**Assigned task**
For each line below that includes the word "bottom", make a copy.

**Exercise data**
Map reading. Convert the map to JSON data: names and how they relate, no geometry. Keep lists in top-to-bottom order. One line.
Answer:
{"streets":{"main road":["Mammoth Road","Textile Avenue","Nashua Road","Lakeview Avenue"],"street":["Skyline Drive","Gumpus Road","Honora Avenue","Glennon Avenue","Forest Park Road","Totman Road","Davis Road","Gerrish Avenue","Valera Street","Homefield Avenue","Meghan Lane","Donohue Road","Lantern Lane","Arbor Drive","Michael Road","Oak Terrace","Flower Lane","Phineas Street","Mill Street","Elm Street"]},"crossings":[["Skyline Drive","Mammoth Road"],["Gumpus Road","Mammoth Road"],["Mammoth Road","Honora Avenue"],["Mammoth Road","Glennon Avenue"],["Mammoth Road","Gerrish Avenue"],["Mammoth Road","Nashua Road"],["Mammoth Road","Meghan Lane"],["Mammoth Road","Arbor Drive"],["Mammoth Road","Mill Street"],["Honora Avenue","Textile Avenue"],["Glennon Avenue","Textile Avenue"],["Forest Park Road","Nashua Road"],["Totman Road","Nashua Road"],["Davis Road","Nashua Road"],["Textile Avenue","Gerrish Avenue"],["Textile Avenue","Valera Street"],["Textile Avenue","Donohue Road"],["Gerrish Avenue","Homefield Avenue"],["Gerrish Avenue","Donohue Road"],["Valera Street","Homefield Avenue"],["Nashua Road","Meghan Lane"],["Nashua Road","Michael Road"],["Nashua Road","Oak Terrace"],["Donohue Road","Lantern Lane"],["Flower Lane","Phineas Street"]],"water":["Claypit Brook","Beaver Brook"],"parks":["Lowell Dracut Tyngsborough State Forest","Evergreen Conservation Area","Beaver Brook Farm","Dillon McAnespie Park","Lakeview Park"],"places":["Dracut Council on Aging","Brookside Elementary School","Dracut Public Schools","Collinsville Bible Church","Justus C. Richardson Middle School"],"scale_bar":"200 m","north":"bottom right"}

**Solution for this exercise**
Map reading. Convert the map to JSON data: names and how they relate, no geometry. Keep lists in top-to-bottom order. One line.
{"streets":{"main road":["Mammoth Road","Textile Avenue","Nashua Road","Lakeview Avenue"],"street":["Skyline Drive","Gumpus Road","Honora Avenue","Glennon Avenue","Forest Park Road","Totman Road","Davis Road","Gerrish Avenue","Valera Street","Homefield Avenue","Meghan Lane","Donohue Road","Lantern Lane","Arbor Drive","Michael Road","Oak Terrace","Flower Lane","Phineas Street","Mill Street","Elm Street"]},"crossings":[["Skyline Drive","Mammoth Road"],["Gumpus Road","Mammoth Road"],["Mammoth Road","Honora Avenue"],["Mammoth Road","Glennon Avenue"],["Mammoth Road","Gerrish Avenue"],["Mammoth Road","Nashua Road"],["Mammoth Road","Meghan Lane"],["Mammoth Road","Arbor Drive"],["Mammoth Road","Mill Street"],["Honora Avenue","Textile Avenue"],["Glennon Avenue","Textile Avenue"],["Forest Park Road","Nashua Road"],["Totman Road","Nashua Road"],["Davis Road","Nashua Road"],["Textile Avenue","Gerrish Avenue"],["Textile Avenue","Valera Street"],["Textile Avenue","Donohue Road"],["Gerrish Avenue","Homefield Avenue"],["Gerrish Avenue","Donohue Road"],["Valera Street","Homefield Avenue"],["Nashua Road","Meghan Lane"],["Nashua Road","Michael Road"],["Nashua Road","Oak Terrace"],["Donohue Road","Lantern Lane"],["Flower Lane","Phineas Street"]],"water":["Claypit Brook","Beaver Brook"],"parks":["Lowell Dracut Tyngsborough State Forest","Evergreen Conservation Area","Beaver Brook Farm","Dillon McAnespie Park","Lakeview Park"],"places":["Dracut Council on Aging","Brookside Elementary School","Dracut Public Schools","Collinsville Bible Church","Justus C. Richardson Middle School"],"scale_bar":"200 m","north":"bottom right"}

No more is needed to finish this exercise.